(SUPPLIED MATERIAL)

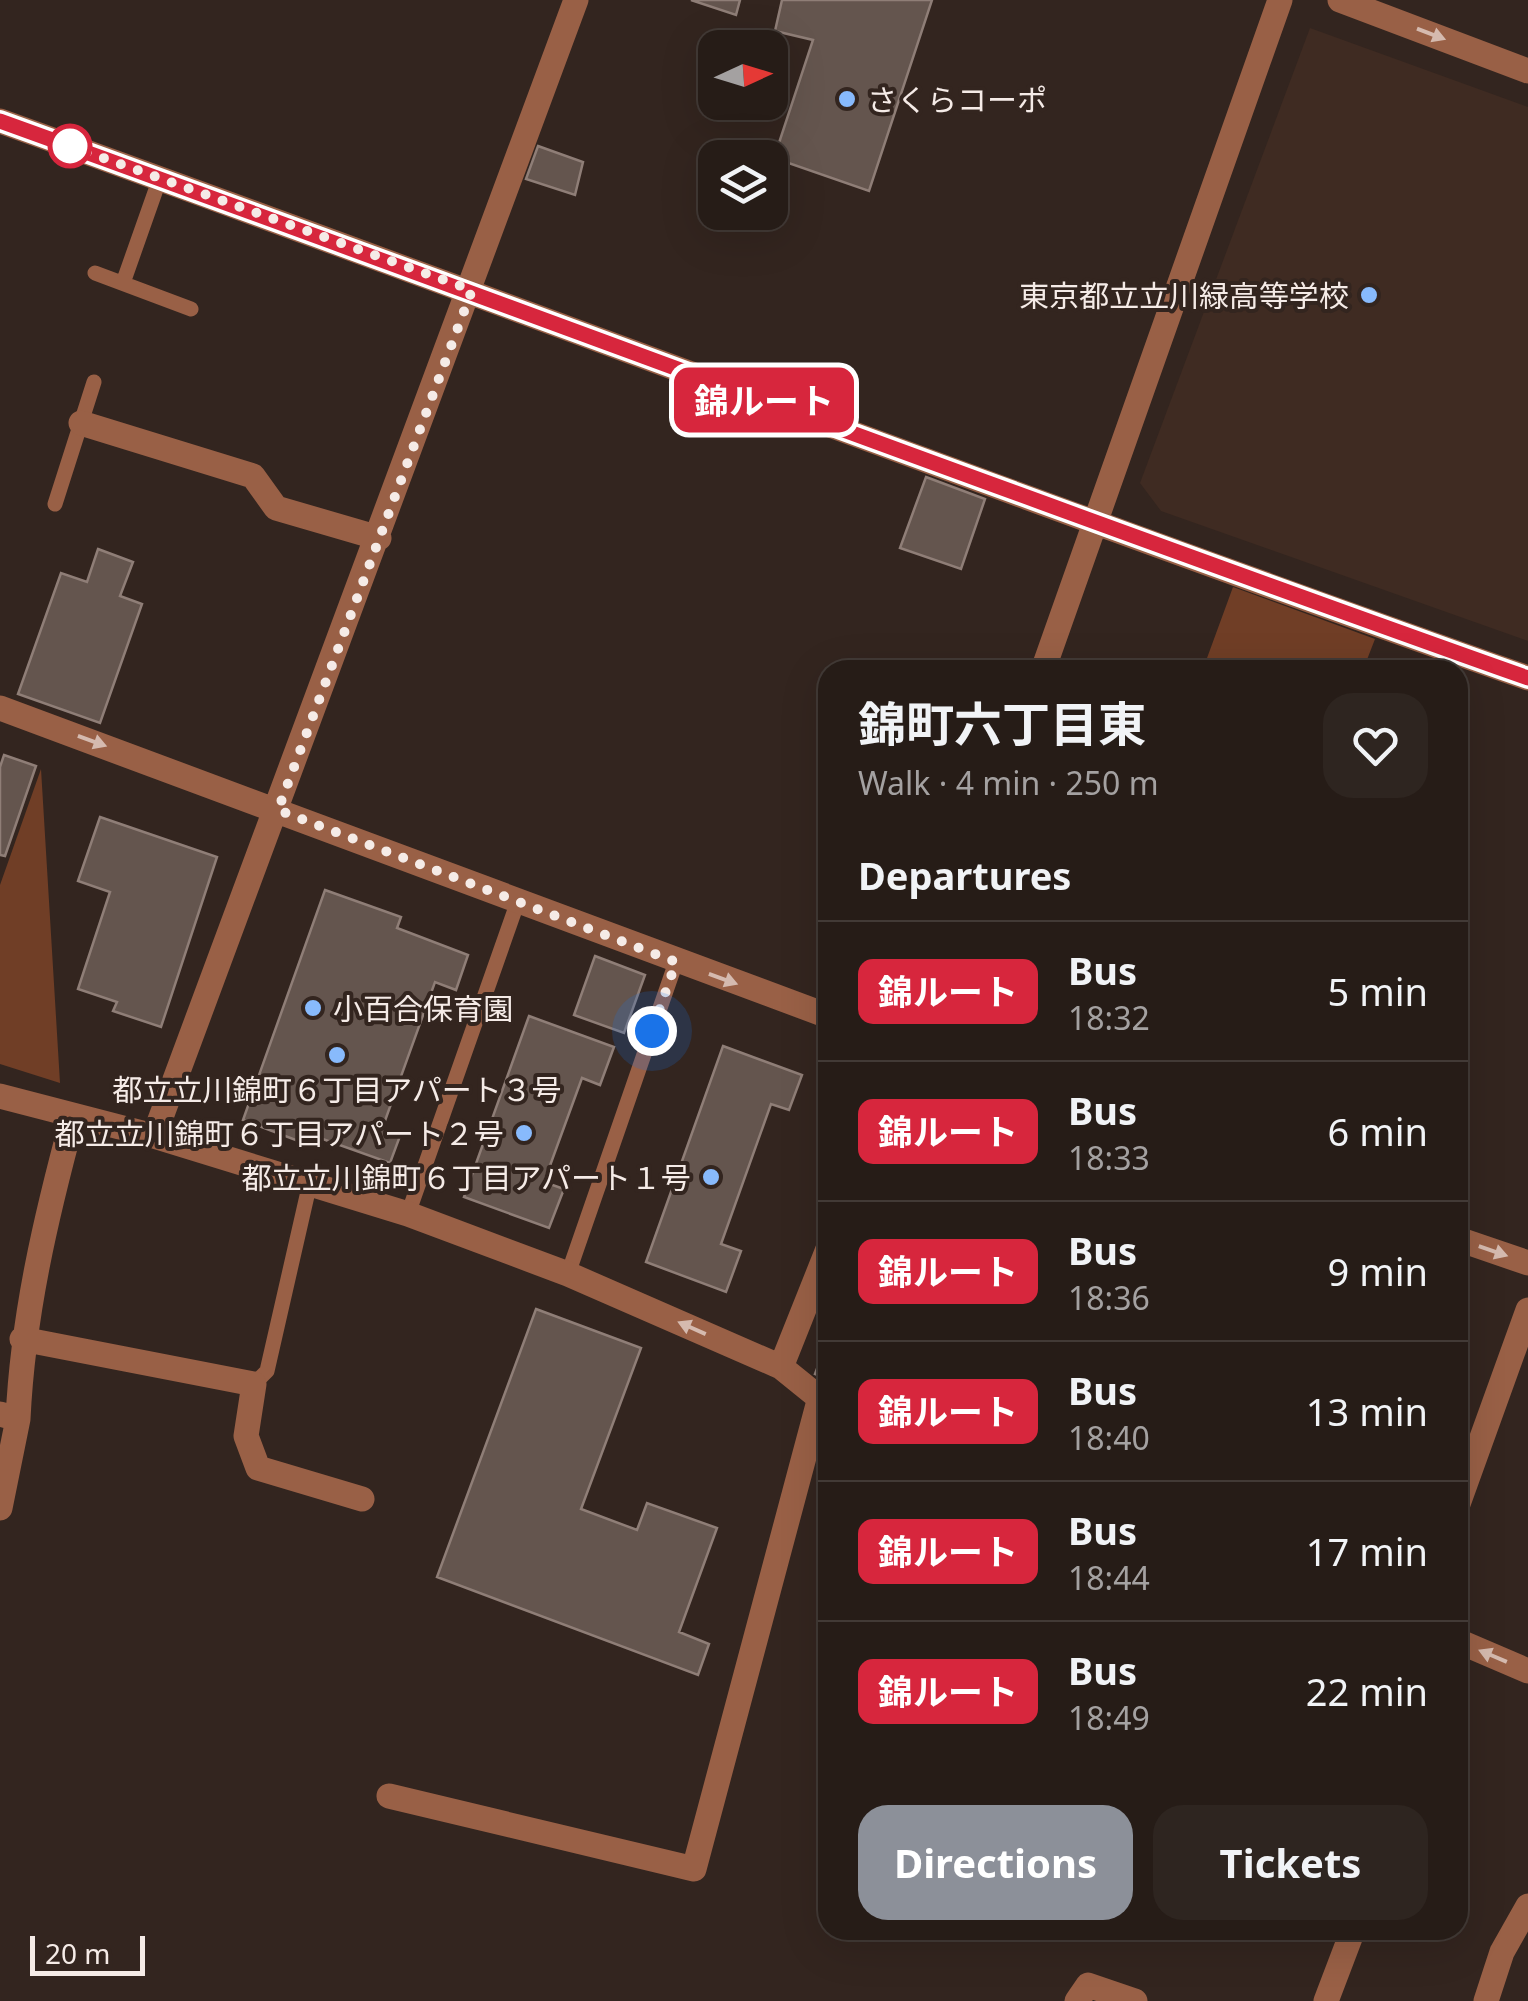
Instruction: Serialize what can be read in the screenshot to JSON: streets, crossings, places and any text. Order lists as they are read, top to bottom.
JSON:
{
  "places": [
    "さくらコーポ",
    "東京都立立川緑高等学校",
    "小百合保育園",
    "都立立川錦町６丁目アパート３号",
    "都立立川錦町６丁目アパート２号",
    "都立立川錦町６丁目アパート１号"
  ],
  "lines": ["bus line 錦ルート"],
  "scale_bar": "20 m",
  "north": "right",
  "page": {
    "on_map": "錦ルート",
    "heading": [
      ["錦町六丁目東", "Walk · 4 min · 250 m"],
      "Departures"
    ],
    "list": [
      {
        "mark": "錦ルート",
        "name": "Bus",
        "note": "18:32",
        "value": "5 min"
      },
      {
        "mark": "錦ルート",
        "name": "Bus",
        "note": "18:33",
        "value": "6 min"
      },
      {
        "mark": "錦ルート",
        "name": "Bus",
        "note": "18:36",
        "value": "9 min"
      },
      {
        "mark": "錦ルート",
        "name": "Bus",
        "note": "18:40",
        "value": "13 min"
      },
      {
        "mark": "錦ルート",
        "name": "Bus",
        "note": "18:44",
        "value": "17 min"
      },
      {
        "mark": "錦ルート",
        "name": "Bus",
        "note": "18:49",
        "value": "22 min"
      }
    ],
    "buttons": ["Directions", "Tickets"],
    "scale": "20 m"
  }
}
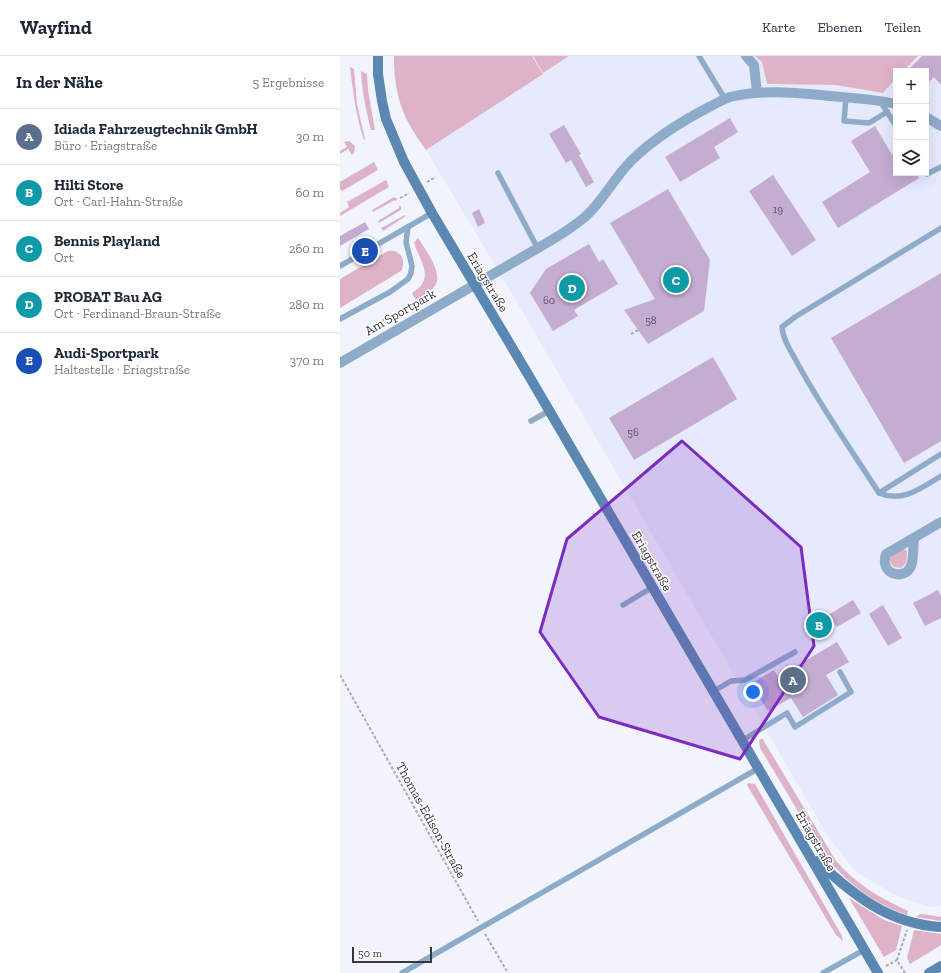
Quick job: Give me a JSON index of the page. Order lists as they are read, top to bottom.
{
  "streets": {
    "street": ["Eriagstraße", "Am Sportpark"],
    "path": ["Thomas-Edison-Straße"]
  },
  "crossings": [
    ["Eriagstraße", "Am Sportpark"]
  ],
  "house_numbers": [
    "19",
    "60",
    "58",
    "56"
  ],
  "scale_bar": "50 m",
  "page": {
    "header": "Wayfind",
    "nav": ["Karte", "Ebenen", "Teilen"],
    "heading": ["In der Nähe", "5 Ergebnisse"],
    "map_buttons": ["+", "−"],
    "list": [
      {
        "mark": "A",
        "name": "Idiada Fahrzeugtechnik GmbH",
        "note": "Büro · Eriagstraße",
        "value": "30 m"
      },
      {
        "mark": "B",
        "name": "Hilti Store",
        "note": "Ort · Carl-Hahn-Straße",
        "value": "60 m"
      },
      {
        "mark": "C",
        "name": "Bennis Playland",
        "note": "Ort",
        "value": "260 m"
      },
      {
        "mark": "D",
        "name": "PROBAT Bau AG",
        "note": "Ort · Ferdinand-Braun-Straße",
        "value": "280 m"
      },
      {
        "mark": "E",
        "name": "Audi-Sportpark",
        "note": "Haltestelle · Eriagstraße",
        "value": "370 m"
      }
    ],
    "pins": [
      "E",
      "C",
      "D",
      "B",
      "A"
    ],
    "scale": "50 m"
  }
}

(End SUPPLIED MATERIAL)

- WHAT TO DO
Copy out all the data exactly. The images should not appear in the copy.

- COMPLETED EXERCISE
Instruction: Serialize what can be read in the screenshot to JSON: streets, crossings, places and any text. Order lists as they are read, top to bottom.
JSON:
{
  "places": [
    "さくらコーポ",
    "東京都立立川緑高等学校",
    "小百合保育園",
    "都立立川錦町６丁目アパート３号",
    "都立立川錦町６丁目アパート２号",
    "都立立川錦町６丁目アパート１号"
  ],
  "lines": ["bus line 錦ルート"],
  "scale_bar": "20 m",
  "north": "right",
  "page": {
    "on_map": "錦ルート",
    "heading": [
      ["錦町六丁目東", "Walk · 4 min · 250 m"],
      "Departures"
    ],
    "list": [
      {
        "mark": "錦ルート",
        "name": "Bus",
        "note": "18:32",
        "value": "5 min"
      },
      {
        "mark": "錦ルート",
        "name": "Bus",
        "note": "18:33",
        "value": "6 min"
      },
      {
        "mark": "錦ルート",
        "name": "Bus",
        "note": "18:36",
        "value": "9 min"
      },
      {
        "mark": "錦ルート",
        "name": "Bus",
        "note": "18:40",
        "value": "13 min"
      },
      {
        "mark": "錦ルート",
        "name": "Bus",
        "note": "18:44",
        "value": "17 min"
      },
      {
        "mark": "錦ルート",
        "name": "Bus",
        "note": "18:49",
        "value": "22 min"
      }
    ],
    "buttons": ["Directions", "Tickets"],
    "scale": "20 m"
  }
}
Quick job: Give me a JSON index of the page. Order lists as they are read, top to bottom.
{
  "streets": {
    "street": ["Eriagstraße", "Am Sportpark"],
    "path": ["Thomas-Edison-Straße"]
  },
  "crossings": [
    ["Eriagstraße", "Am Sportpark"]
  ],
  "house_numbers": [
    "19",
    "60",
    "58",
    "56"
  ],
  "scale_bar": "50 m",
  "page": {
    "header": "Wayfind",
    "nav": ["Karte", "Ebenen", "Teilen"],
    "heading": ["In der Nähe", "5 Ergebnisse"],
    "map_buttons": ["+", "−"],
    "list": [
      {
        "mark": "A",
        "name": "Idiada Fahrzeugtechnik GmbH",
        "note": "Büro · Eriagstraße",
        "value": "30 m"
      },
      {
        "mark": "B",
        "name": "Hilti Store",
        "note": "Ort · Carl-Hahn-Straße",
        "value": "60 m"
      },
      {
        "mark": "C",
        "name": "Bennis Playland",
        "note": "Ort",
        "value": "260 m"
      },
      {
        "mark": "D",
        "name": "PROBAT Bau AG",
        "note": "Ort · Ferdinand-Braun-Straße",
        "value": "280 m"
      },
      {
        "mark": "E",
        "name": "Audi-Sportpark",
        "note": "Haltestelle · Eriagstraße",
        "value": "370 m"
      }
    ],
    "pins": [
      "E",
      "C",
      "D",
      "B",
      "A"
    ],
    "scale": "50 m"
  }
}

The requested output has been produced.